Stored entries:

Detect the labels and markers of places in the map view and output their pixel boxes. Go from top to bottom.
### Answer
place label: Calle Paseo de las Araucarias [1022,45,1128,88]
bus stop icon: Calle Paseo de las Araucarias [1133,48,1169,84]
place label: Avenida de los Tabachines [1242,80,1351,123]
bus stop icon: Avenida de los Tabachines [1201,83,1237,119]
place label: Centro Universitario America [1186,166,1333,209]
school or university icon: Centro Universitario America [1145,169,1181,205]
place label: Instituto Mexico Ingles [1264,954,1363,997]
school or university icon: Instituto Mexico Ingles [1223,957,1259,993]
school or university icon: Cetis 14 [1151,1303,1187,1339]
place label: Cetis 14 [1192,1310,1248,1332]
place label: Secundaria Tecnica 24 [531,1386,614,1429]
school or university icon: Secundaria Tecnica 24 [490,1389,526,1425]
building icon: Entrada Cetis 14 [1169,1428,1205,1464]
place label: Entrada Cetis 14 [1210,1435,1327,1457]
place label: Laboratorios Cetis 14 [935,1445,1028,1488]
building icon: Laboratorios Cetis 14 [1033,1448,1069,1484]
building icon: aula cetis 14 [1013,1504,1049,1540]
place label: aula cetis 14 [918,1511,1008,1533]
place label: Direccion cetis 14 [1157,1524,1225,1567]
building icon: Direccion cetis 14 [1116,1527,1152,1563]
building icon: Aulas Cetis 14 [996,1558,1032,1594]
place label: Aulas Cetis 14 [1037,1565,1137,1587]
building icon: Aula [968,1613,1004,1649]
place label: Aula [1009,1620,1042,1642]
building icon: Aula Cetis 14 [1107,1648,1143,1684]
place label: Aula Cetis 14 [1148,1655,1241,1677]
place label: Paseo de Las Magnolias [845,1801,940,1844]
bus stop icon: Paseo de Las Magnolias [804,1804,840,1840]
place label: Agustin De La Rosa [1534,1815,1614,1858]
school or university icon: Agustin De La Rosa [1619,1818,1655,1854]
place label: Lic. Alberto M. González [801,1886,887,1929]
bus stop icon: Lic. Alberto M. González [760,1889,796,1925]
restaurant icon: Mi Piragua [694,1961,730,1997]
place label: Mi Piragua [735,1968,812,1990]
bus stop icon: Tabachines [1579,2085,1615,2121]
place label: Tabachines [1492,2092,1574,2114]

ABOUT THIS TASK: Without skipping anything, transcribe every line above exactly.

ANSWER TO THE EXERCISE:
Detect the labels and markers of places in the map view and output their pixel boxes. Go from top to bottom.
### Answer
place label: Calle Paseo de las Araucarias [1022,45,1128,88]
bus stop icon: Calle Paseo de las Araucarias [1133,48,1169,84]
place label: Avenida de los Tabachines [1242,80,1351,123]
bus stop icon: Avenida de los Tabachines [1201,83,1237,119]
place label: Centro Universitario America [1186,166,1333,209]
school or university icon: Centro Universitario America [1145,169,1181,205]
place label: Instituto Mexico Ingles [1264,954,1363,997]
school or university icon: Instituto Mexico Ingles [1223,957,1259,993]
school or university icon: Cetis 14 [1151,1303,1187,1339]
place label: Cetis 14 [1192,1310,1248,1332]
place label: Secundaria Tecnica 24 [531,1386,614,1429]
school or university icon: Secundaria Tecnica 24 [490,1389,526,1425]
building icon: Entrada Cetis 14 [1169,1428,1205,1464]
place label: Entrada Cetis 14 [1210,1435,1327,1457]
place label: Laboratorios Cetis 14 [935,1445,1028,1488]
building icon: Laboratorios Cetis 14 [1033,1448,1069,1484]
building icon: aula cetis 14 [1013,1504,1049,1540]
place label: aula cetis 14 [918,1511,1008,1533]
place label: Direccion cetis 14 [1157,1524,1225,1567]
building icon: Direccion cetis 14 [1116,1527,1152,1563]
building icon: Aulas Cetis 14 [996,1558,1032,1594]
place label: Aulas Cetis 14 [1037,1565,1137,1587]
building icon: Aula [968,1613,1004,1649]
place label: Aula [1009,1620,1042,1642]
building icon: Aula Cetis 14 [1107,1648,1143,1684]
place label: Aula Cetis 14 [1148,1655,1241,1677]
place label: Paseo de Las Magnolias [845,1801,940,1844]
bus stop icon: Paseo de Las Magnolias [804,1804,840,1840]
place label: Agustin De La Rosa [1534,1815,1614,1858]
school or university icon: Agustin De La Rosa [1619,1818,1655,1854]
place label: Lic. Alberto M. González [801,1886,887,1929]
bus stop icon: Lic. Alberto M. González [760,1889,796,1925]
restaurant icon: Mi Piragua [694,1961,730,1997]
place label: Mi Piragua [735,1968,812,1990]
bus stop icon: Tabachines [1579,2085,1615,2121]
place label: Tabachines [1492,2092,1574,2114]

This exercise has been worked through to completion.